No. The access bit is managed by the MMU and turned on only when that PTE is used to translate a virtual address issued by the CPU. The act of examining a PTE is very different from the act of using a PTE to perform a virtual to physical address translation. The latter will flip the access bit, while the former will not.

This confusion may be stemming from the use of the English word "access." In the case where the eviction code is examining PTEs, it is true that the OS is, in the literal sense of the word, accessing PTEs (and thus incurring the cost of accessing them). But since the PTE is not used to perform a virtual to physical translation by the MMU, the access bit is not going to be turned on. The "access" bit has particular semantics associated with it that should not be confused with the common use of the English verb.

Yes, we had a FAQ entry that simplifies life for everyone, but complicates the mental model you'll need to have. But since you asked, let's describe what should really happen. Touching memory is expensive. Reading a PTE incurs a cost, even if the PTE is being read to see if it is valid or not. A full OS would therefore want to avoid iterating through the invalid PTEs, and to do this, it would keep a linked list of all pages that are actually mapped as valid. Ergo, it would not have a simple iteration through all PTEs numerically, as your code does now, and retrieve only those PTEs that it knows are valid.

So far so good. The previous FAQ entry allowed you to perform a shortcut that turned out to be technically correct, yet pedagogically terrible. Even though your Python code was touching PTEs with the valid bit set to False, we let you not incur the cost of touching those PTEs because a real OS would skip over them and only process PTEs where the valid bit is True. So, the FAQ was helpful, the outcome was technically correct, but there was room for a student to misunderstand what was going on, and in any case, the mental model one had to build for everything to be crystal clear was too complicated. The course staff knows exactly how MMUs work, so things that seem simple and sensible to us are not necessarily straightforward to students learning this material for the first time. So we've decided to simplify the cost model, and have deleted that FAQ entry. If you understand how page management works, the difference is tiny; if you don't, then the opportunity for you to develop an incorrect mental model is now ruled out.

TL; DR: The course staff allowed realistic optimizations that unfortunately complicate the mental model a student needs to develop, then decided that this might leave some students confused, and have now simplified how you need to account. Follow the instructions and it'll all be fine. If you're in the 85% of the class that did not see the now-deleted FAQ entry, you can skip over this discussion.
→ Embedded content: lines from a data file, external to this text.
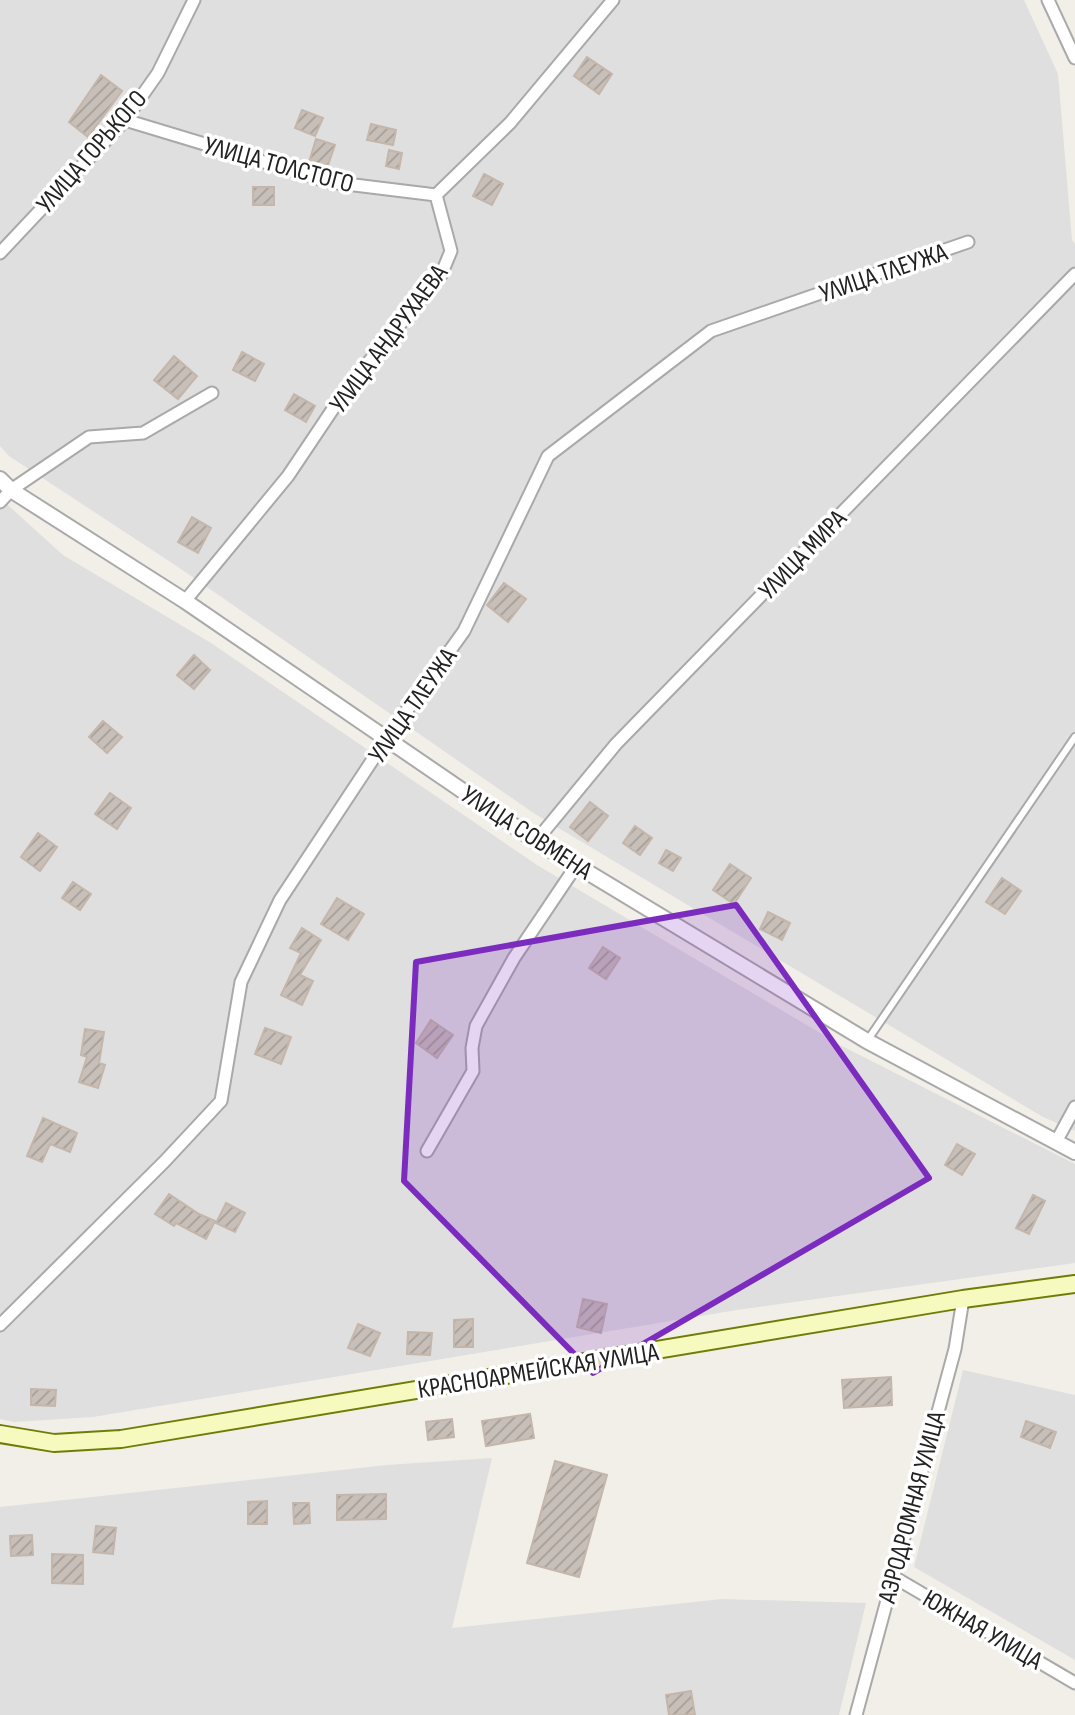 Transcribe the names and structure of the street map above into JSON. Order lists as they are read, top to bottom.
{
  "streets": {
    "main road": ["КРАСНОАРМЕЙСКАЯ УЛИЦА"],
    "street": [
      "УЛИЦА ГОРЬКОГО",
      "УЛИЦА ТОЛСТОГО",
      "УЛИЦА ТЛЕУЖА",
      "УЛИЦА АНДРУХАЕВА",
      "УЛИЦА МИРА",
      "УЛИЦА СОВМЕНА",
      "АЭРОДРОМНАЯ УЛИЦА",
      "ЮЖНАЯ УЛИЦА"
    ]
  },
  "crossings": [
    ["УЛИЦА ГОРЬКОГО", "УЛИЦА ТОЛСТОГО"],
    ["УЛИЦА ТОЛСТОГО", "УЛИЦА АНДРУХАЕВА"],
    ["УЛИЦА ТЛЕУЖА", "УЛИЦА СОВМЕНА"],
    ["УЛИЦА АНДРУХАЕВА", "УЛИЦА СОВМЕНА"],
    ["УЛИЦА МИРА", "УЛИЦА СОВМЕНА"],
    ["КРАСНОАРМЕЙСКАЯ УЛИЦА", "АЭРОДРОМНАЯ УЛИЦА"],
    ["АЭРОДРОМНАЯ УЛИЦА", "ЮЖНАЯ УЛИЦА"]
  ]
} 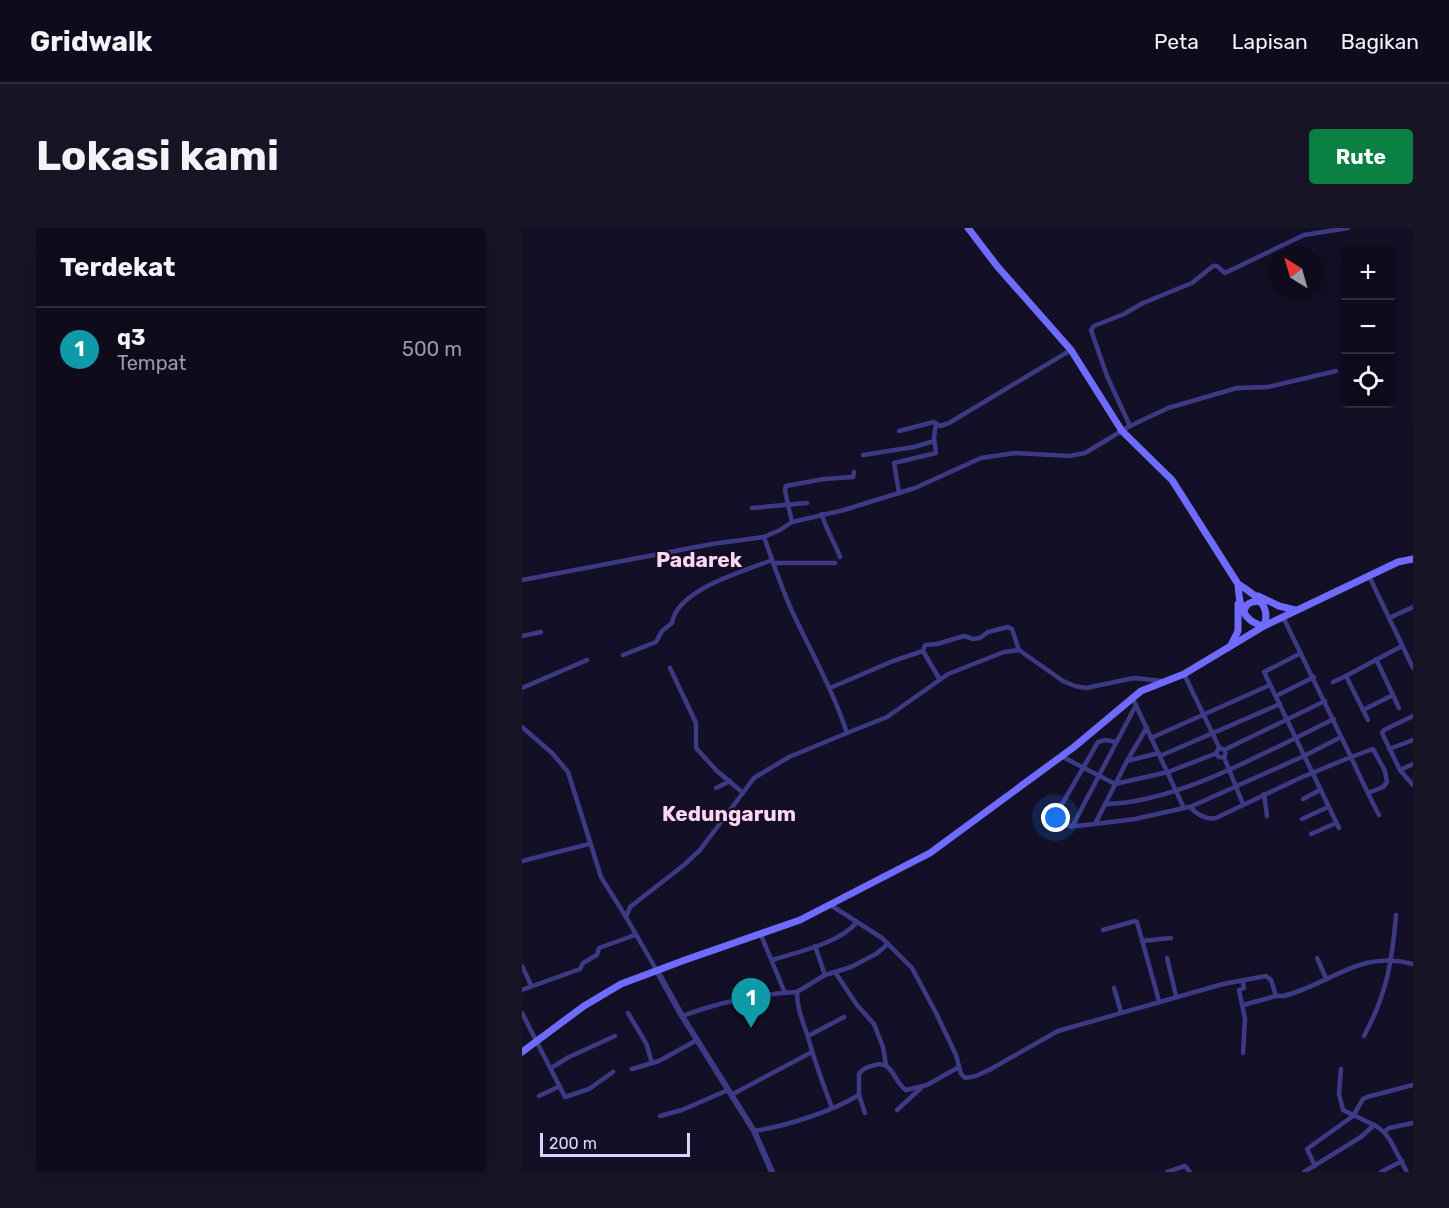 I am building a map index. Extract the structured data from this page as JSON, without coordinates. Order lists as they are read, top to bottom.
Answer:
{
  "districts": ["Padarek", "Kedungarum"],
  "scale_bar": "200 m",
  "north": "top left",
  "page": {
    "header": "Gridwalk",
    "nav": ["Peta", "Lapisan", "Bagikan"],
    "buttons": "Rute",
    "title": "Lokasi kami",
    "heading": "Terdekat",
    "map_buttons": ["+", "−"],
    "list": [
      {
        "mark": "1",
        "name": "q3",
        "note": "Tempat",
        "value": "500 m"
      }
    ],
    "pins": "1",
    "scale": "200 m"
  }
}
If your solution depends on that FAQ entry, we'll accept it (though it'd be best to change it so it's in line with the simplified accounting -- deleting one extra line is all it should take to go from the old accounting to the new one).

Your pen and pencil technique doesn't scale up, and more importantly, there is a lot to learn from actually building a two-level page table simulator. We'll take your simulator, evaluate the code for correctness of the simulation, and put different programs through it. So Q4 really has two parts, the main task is to build a two-level page table simulator. A side effect (and sanity check on the correctness of your calculations) is to create the bar chart that is being asked in the second part.

The zip file that you are returning should contain one PDF file, named report.pdf (please do NOT use different names like MP2report.pdf) and two directories named 1level and 2level. The report should contain all the graphs and the explanations you want to write to questions. The directories should contain only your python code. Any non-python file under these directories will be discarded. Please do not include the trace files in your ZIP file!